‘Gupta Clause’ to be removed from Mining Charter: Mantashe

Gwede Mantashe, mines and energy minister, South Africa

NEGOTIATORS for a new Mining Charter will remove the so-called ‘Gupta Clause’ which allows naturalised citizens to benefit from empowerment regulations, said Bloomberg News citing the comments of Gwede Mantashe, South Africa mines minister.

“We want to cut out anything that looks suspicious in the charter,” Mantashe said in an interview with the newswire. “We’ll take it out because it attracts attacks on the charter, it sounds like a Gupta clause,” he said.

Opposition parties suggested that the clause was included to benefit the Gupta family, who are friends with former President Jacob Zuma, said Bloomberg News.

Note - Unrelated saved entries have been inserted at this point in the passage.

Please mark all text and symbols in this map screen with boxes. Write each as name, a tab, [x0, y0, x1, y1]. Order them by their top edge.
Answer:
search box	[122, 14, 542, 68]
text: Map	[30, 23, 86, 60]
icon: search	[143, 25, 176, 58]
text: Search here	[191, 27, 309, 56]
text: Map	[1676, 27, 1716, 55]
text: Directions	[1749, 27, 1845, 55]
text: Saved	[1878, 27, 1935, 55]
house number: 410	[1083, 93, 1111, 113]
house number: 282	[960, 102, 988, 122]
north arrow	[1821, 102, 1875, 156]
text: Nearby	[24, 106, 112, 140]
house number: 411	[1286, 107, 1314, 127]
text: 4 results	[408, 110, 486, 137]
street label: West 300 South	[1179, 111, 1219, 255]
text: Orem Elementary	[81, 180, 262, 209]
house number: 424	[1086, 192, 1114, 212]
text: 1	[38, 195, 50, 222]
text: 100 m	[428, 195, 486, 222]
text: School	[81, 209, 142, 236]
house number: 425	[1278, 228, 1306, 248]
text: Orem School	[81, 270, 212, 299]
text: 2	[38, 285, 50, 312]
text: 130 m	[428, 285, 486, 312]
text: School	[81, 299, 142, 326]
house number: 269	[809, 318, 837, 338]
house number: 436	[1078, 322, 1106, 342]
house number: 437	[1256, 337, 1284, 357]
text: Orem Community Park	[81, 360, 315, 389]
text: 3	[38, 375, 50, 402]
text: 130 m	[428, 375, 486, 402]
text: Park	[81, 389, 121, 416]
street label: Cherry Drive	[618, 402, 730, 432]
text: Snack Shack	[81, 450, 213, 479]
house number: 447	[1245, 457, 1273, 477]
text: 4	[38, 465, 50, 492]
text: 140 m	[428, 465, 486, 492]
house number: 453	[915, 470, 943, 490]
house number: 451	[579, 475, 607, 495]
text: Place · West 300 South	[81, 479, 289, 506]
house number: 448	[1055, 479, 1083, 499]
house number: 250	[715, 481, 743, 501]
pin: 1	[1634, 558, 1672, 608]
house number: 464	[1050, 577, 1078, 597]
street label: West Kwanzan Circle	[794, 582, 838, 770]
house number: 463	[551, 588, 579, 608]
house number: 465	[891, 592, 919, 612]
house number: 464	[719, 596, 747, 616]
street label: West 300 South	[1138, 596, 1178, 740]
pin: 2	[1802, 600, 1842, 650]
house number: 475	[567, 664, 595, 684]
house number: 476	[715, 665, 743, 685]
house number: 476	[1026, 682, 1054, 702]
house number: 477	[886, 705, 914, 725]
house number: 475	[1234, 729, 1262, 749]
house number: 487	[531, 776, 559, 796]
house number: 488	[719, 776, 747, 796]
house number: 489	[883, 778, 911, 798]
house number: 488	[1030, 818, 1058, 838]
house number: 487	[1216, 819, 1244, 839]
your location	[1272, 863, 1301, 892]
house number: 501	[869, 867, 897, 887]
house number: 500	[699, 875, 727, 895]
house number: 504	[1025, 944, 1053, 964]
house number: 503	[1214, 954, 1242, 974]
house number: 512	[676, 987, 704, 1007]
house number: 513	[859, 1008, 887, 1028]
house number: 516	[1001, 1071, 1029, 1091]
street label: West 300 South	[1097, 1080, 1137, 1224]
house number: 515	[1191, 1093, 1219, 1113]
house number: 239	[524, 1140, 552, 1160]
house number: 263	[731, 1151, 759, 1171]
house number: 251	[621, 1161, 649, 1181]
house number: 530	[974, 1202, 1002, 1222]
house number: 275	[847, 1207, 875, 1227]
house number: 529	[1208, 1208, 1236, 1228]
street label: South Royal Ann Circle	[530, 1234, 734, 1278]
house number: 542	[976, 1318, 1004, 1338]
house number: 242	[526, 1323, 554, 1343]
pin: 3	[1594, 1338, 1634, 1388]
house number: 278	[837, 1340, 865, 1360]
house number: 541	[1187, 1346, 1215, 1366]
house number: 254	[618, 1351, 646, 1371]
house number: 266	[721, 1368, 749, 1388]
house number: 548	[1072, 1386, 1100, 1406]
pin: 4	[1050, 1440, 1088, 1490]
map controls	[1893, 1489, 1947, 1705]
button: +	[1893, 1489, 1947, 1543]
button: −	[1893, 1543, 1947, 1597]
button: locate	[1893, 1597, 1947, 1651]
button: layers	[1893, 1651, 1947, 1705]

On May 15, Mantashe said his Department of Mineral Resources along with the Chamber of Mines and other stakeholders, including unions, were on course to complete a redraft of the Mining Charter published by former mines minister, Mosebenzi Zwane in June last year. It was Zwane who introduced the clause regarding naturalised citizens.

The negotiating parties had given themselves less than three months to complete the negotiations by the end of May – a deadline about which the market was sceptical.

Mantashe added that a summit would be held in June to allow stakeholders to comment on “… whether we have left things out or have distorted it”, but no substantial changes would be made to the Charter in that time. The document would then be published in the parliament gazette, he said.